Inside a Dramatic Greenwich Village Building Conversion
A former garage, this new condominium is completely transformed with a new facade, luxe furniture and striking artworks
Think of it as a Cinderella story—a rather plain, hard-working Manhattan garage that turns into a stunning condominium—through the acumen of its developer, Peter Armstrong, and the talents of two architects who saw its potential. The result is 17 East 12th Street—an 11-story, nine-unit building in Greenwich Village, offering what Karen Mansour, the executive vice president of Douglas Elliman Development Marketing, said was for “someone who may have lived on Park Avenue and now wants to be downtown, yet hold onto more of a classic layout.”

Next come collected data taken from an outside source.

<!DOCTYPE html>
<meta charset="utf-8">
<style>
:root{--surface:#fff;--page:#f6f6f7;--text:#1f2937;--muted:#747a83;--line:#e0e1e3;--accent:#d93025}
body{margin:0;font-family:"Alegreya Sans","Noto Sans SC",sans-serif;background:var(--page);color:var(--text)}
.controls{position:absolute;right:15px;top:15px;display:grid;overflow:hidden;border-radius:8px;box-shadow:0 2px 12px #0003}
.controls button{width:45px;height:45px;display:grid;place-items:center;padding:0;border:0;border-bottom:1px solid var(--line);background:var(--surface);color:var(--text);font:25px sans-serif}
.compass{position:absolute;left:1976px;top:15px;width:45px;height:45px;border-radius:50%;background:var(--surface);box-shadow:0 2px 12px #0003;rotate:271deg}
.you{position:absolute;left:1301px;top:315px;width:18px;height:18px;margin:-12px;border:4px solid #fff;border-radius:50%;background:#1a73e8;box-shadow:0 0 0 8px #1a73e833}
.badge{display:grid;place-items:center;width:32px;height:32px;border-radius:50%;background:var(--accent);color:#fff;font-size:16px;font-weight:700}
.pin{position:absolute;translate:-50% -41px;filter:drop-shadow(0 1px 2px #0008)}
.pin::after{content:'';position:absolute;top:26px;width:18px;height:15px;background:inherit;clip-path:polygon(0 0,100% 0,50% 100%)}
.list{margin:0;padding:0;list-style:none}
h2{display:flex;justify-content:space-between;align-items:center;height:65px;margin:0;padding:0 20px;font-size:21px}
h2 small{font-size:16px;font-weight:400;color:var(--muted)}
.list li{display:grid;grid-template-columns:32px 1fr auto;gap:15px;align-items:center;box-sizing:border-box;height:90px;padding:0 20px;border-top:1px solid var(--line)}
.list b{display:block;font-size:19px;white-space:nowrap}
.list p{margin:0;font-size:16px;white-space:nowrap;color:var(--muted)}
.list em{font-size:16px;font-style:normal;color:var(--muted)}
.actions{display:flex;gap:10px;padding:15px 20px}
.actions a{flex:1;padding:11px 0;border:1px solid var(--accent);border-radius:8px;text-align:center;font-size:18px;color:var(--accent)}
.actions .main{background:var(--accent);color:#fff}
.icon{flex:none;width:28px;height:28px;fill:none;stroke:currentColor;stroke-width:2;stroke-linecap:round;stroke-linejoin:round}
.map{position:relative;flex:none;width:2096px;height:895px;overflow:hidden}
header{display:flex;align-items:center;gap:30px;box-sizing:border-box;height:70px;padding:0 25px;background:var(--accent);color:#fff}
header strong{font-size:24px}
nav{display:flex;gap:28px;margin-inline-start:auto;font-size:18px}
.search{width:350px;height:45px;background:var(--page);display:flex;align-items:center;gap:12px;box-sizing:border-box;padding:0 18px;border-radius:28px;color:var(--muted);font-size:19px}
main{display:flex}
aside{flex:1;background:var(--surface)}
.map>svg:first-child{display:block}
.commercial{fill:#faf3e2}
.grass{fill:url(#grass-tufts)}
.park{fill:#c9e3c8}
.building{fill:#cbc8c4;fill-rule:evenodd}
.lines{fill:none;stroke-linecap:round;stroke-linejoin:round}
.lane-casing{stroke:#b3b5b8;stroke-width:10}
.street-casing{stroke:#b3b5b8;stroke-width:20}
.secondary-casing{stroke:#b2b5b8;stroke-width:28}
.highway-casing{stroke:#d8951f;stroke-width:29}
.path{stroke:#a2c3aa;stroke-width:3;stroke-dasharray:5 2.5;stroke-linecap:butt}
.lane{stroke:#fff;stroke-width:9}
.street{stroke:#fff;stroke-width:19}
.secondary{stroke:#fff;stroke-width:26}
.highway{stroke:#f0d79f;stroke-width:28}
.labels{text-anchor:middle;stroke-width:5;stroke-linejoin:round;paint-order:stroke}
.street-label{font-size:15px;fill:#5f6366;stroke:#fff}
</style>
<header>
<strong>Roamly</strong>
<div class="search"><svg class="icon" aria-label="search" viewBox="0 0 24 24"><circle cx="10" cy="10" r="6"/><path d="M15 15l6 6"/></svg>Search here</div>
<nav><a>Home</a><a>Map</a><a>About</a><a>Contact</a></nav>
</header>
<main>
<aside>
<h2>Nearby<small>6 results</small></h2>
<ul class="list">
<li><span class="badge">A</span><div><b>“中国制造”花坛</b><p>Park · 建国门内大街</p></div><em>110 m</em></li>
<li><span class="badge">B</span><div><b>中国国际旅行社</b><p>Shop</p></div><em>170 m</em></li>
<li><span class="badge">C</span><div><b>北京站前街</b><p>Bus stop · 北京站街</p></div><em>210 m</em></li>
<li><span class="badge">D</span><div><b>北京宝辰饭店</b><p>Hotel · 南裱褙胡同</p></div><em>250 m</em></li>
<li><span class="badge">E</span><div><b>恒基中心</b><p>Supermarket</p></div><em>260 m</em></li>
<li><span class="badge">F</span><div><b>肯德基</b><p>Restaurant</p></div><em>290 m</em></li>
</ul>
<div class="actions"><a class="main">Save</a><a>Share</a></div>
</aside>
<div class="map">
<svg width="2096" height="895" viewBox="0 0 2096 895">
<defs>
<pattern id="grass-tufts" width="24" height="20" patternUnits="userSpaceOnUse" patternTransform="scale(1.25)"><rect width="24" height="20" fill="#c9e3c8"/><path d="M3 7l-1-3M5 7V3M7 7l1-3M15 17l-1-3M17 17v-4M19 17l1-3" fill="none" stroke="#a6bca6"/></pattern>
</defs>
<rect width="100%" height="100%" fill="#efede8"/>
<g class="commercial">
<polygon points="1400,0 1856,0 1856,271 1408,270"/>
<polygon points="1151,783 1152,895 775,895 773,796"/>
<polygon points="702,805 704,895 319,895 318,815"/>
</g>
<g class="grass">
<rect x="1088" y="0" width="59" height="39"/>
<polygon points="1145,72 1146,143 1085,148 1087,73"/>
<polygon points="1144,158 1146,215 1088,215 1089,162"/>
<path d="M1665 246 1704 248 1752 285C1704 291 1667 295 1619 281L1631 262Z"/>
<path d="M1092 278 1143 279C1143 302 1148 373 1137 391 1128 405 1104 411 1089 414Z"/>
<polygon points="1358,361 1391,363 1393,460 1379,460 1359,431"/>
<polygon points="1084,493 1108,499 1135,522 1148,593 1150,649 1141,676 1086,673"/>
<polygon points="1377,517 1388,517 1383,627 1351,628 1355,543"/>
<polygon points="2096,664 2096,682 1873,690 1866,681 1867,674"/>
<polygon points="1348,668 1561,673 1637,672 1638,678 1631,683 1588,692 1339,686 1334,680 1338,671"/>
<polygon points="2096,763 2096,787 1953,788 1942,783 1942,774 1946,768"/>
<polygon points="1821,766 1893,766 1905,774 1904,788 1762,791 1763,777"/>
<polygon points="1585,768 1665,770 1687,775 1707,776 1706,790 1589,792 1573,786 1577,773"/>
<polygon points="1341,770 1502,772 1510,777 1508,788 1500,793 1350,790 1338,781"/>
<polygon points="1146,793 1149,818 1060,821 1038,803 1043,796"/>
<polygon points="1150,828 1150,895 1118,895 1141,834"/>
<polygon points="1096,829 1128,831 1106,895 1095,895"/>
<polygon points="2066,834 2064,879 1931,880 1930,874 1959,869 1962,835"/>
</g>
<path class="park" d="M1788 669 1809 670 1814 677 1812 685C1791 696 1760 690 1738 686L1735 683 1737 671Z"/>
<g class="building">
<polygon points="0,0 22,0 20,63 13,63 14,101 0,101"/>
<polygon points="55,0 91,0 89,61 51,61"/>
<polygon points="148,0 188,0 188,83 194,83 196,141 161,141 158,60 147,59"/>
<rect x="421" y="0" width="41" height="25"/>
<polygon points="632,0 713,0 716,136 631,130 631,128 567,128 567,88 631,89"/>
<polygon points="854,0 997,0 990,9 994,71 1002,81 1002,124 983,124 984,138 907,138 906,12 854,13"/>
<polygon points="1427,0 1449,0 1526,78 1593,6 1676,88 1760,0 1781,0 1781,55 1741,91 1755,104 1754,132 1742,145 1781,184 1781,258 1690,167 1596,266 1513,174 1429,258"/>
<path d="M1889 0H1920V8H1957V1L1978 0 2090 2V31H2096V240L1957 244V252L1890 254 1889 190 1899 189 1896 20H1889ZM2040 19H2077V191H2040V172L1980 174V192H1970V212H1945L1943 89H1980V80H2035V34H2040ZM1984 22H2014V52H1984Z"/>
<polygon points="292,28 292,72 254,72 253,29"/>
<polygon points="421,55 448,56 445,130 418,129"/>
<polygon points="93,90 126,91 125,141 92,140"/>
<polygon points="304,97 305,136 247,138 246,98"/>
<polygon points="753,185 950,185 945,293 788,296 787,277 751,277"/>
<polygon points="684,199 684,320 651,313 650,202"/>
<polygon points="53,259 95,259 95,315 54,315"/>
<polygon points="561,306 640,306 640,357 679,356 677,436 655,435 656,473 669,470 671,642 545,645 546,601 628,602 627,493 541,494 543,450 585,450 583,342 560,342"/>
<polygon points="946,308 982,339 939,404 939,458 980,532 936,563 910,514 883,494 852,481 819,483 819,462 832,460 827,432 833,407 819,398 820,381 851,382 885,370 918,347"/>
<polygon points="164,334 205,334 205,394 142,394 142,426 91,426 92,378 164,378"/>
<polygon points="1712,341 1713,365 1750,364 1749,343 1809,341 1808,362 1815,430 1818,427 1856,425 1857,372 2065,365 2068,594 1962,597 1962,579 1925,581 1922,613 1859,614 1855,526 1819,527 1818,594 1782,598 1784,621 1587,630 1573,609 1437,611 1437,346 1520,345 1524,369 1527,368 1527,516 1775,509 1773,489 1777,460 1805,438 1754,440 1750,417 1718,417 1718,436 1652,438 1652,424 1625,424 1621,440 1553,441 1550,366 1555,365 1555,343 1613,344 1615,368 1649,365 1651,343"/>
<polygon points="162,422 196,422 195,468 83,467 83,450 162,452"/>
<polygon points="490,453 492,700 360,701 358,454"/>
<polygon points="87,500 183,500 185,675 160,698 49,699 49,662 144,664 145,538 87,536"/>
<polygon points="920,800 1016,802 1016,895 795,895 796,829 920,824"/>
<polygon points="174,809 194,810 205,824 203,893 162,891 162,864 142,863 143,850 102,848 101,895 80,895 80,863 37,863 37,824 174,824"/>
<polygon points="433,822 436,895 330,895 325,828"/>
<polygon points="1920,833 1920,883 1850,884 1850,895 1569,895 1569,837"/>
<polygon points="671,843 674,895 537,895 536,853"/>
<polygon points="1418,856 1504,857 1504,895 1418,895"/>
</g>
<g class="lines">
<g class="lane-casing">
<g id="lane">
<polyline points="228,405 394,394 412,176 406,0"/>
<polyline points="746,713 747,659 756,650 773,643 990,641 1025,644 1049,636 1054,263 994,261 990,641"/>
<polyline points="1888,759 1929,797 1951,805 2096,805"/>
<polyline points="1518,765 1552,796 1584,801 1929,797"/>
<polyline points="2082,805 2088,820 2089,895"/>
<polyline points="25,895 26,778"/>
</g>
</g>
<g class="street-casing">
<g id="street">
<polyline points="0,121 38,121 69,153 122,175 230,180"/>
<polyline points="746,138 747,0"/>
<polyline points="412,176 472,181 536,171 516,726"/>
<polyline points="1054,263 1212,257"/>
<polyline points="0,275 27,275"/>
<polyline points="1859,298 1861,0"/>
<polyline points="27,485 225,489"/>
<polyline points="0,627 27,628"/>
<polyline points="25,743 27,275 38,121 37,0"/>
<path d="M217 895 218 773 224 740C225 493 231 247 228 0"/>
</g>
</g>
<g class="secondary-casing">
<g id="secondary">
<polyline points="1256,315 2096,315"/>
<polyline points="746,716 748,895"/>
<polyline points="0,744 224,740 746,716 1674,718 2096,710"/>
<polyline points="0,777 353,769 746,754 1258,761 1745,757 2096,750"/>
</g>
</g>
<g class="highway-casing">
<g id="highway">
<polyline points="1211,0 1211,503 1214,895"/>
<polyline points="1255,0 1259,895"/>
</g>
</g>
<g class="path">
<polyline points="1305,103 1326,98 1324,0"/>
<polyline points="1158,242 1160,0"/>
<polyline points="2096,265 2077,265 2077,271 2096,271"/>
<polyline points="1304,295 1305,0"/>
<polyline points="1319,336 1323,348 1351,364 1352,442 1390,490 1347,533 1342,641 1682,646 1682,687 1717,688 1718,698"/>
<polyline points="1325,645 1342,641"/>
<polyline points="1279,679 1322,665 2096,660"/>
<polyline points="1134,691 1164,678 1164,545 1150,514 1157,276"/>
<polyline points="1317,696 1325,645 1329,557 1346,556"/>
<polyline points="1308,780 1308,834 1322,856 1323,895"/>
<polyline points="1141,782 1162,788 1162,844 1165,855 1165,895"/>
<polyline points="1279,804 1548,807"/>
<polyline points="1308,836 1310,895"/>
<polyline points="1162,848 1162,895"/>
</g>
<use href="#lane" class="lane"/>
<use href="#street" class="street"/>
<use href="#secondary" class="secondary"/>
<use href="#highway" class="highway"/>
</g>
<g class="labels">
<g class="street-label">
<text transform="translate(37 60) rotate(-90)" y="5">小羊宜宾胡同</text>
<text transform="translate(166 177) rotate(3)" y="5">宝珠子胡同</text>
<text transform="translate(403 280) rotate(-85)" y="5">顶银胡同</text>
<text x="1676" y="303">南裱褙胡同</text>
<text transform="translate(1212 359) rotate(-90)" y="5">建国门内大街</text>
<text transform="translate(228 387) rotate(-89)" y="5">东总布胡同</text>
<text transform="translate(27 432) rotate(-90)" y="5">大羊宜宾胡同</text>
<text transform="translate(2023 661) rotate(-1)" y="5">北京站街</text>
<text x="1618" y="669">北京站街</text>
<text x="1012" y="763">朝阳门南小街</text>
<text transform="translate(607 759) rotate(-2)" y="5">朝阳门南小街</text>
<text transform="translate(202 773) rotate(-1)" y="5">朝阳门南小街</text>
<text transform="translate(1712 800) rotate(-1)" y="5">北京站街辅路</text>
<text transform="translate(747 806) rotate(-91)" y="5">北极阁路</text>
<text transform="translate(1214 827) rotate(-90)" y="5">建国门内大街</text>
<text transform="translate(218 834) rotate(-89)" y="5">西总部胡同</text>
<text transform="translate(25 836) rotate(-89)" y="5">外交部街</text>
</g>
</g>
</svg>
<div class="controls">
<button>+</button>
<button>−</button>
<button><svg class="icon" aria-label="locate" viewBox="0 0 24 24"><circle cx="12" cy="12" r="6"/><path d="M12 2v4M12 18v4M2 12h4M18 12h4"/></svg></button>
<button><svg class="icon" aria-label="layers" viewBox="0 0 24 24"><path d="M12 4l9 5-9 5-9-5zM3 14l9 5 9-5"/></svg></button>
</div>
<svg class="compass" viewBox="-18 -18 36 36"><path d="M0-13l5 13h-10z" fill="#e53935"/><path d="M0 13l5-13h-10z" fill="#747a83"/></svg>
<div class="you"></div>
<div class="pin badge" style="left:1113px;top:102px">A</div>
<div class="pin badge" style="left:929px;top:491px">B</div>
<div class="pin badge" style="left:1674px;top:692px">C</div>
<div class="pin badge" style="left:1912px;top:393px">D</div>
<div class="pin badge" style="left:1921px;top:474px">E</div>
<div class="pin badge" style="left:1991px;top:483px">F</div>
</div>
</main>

Jerry Caldari, the partner, with Scott Bromley, of the New York firm Bromley Caldari Architects, took advantage of the structure that had “very few interior columns, so that 50-foot-wide and 85-foot-deep spaces could have a living room, dining room, and a library/den all facing huge windows.” Nicole Fuller, a New York-based interior designer, furnished one of the full-floor units to be “exciting and dynamic, and appeal to a wide range of people.” That included luxurious pieces of furniture and striking artworks, as well as textural wall treatments and fabrics. Once gutted, a new facade—of brick imported from England—gave the building its distinctive look.
Prices range from $8.5 million for a full floor, 4,514-square-foot space, to $25 million for a duplex penthouse with lots of terraces. As an extra bonus for those lucky urban princes and princesses, each unit comes with a private robotic parking space.